Heart failure — when the heart is too weak to pump enough blood through the body — affects nearly 6 million American adults. But recent innovations in muscle-like “soft robots” may someday provide a respite for heart failure patients, and patients suffering from a host of other muscular ailments.
Soft robots “are very different from conventional robots with rigid parts, but they're robotic in the sense that you can program them to achieve a predefined motion,” says Ellen Roche, a postdoctoral researcher at the National University of Ireland.
Roche and her team have designed a robotic silicone sleeve that fits around the heart. She explains it’s embedded with what are called actuators, which, when pressurized with air, can contract and twist the sleeve — keeping the heart pumping.
Currently, the robot is a prototype that’s been tested in pigs. In trials, researchers used it with a pacemaker, “to trigger the actuation of the device, and simultaneously to pace the heart,” she notes. The hope is that with further testing, the robot could help humans with heart failure survive while waiting for a heart transplant.
“It's very much in the research phase,” Roche says. “And we have a lot more work to do in terms of optimizing the device and miniaturizing the hardware. And a lot more animal testing to do — long-term animal testing to make sure that it's safe to implant in humans. So, it'll definitely be a few years, but we're hoping to advance it along the path.”
While Roche’s team is using flexible robots to increase function for internal organs, others are working on ones that can be worn outside the body. Panos Polygerinos, an assistant professor of engineering at Arizona State University, helped design one robot that can help patients with hand impairments use their fingers to grasp.
“So, we're placing those soft, inflatable structures on top of their fingers,” he explains. “We're matching the anatomy of the finger. And when we are pressurizing them with some fluids … we can actually have the finger bend in synchrony with how we control the actuators.”
Polygerinos worked on the hand robot as a postdoctoral fellow at Harvard University, and he says the design team is looking for investors to make the robot commercially available.

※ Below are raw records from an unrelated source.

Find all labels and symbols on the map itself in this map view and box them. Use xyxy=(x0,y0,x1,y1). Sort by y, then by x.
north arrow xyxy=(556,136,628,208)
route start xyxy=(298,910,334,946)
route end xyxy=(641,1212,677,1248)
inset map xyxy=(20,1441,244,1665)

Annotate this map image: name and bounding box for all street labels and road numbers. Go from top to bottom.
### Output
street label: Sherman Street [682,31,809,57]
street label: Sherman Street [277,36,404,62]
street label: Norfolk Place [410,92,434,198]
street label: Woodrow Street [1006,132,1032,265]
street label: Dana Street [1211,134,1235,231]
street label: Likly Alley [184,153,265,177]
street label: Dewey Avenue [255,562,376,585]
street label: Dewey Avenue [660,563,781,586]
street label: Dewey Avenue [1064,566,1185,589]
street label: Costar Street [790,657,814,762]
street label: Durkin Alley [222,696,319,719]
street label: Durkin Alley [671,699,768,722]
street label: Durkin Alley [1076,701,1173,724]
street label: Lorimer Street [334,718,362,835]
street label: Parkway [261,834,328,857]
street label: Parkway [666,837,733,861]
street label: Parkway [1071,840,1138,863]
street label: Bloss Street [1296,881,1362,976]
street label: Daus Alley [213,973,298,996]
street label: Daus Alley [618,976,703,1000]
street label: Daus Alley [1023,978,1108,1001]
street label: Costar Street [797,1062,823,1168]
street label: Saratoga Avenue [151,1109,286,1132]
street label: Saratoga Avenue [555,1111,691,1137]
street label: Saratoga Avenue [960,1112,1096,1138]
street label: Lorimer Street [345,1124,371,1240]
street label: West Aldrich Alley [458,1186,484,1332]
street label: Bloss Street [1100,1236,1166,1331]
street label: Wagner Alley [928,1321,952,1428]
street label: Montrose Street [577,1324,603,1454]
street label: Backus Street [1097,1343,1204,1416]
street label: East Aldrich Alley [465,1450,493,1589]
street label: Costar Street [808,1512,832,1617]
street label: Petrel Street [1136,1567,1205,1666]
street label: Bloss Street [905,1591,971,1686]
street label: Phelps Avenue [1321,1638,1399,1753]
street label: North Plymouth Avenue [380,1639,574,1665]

Now, he’s working with students at Arizona State to design more soft robots. One project is an entire soft artificial limb, with a grasper on the end. He thinks that device could “even assist people that don’t have impairments, but they really need a third arm to execute tasks.”
Another device he’s working on supports the biceps of wheelchair users, who can suffer from muscular overuse. He says the soft robotic device will contract the same way our biological biceps do, giving users an extra “boost” without fatigue. He’s also recently started exploring soft orthotic devices (think braces or splints) to help users with impaired back muscles complete everyday tasks — and even play sports.
“So, for example, you go out on a Sunday to play golf, but you have instructions not to strain your back muscles too much,” he says. “So, wearing that device under your clothes might actually help you support the muscle groups that are in need so, that the soft robot can detect what you're doing and at exactly the correct time, give you that extra support.”
For the moment, soft robotics is an emerging field. But Polygerinos says that the customizable, pliant devices are attracting a lot of attention within the research community.
“It's going to be a few years before we start seeing prototypes and devices getting out there, but it's going to happen,” he says. “So, the future, I think, is bright.”
This article is based on an interview that aired on PRI's Science Friday.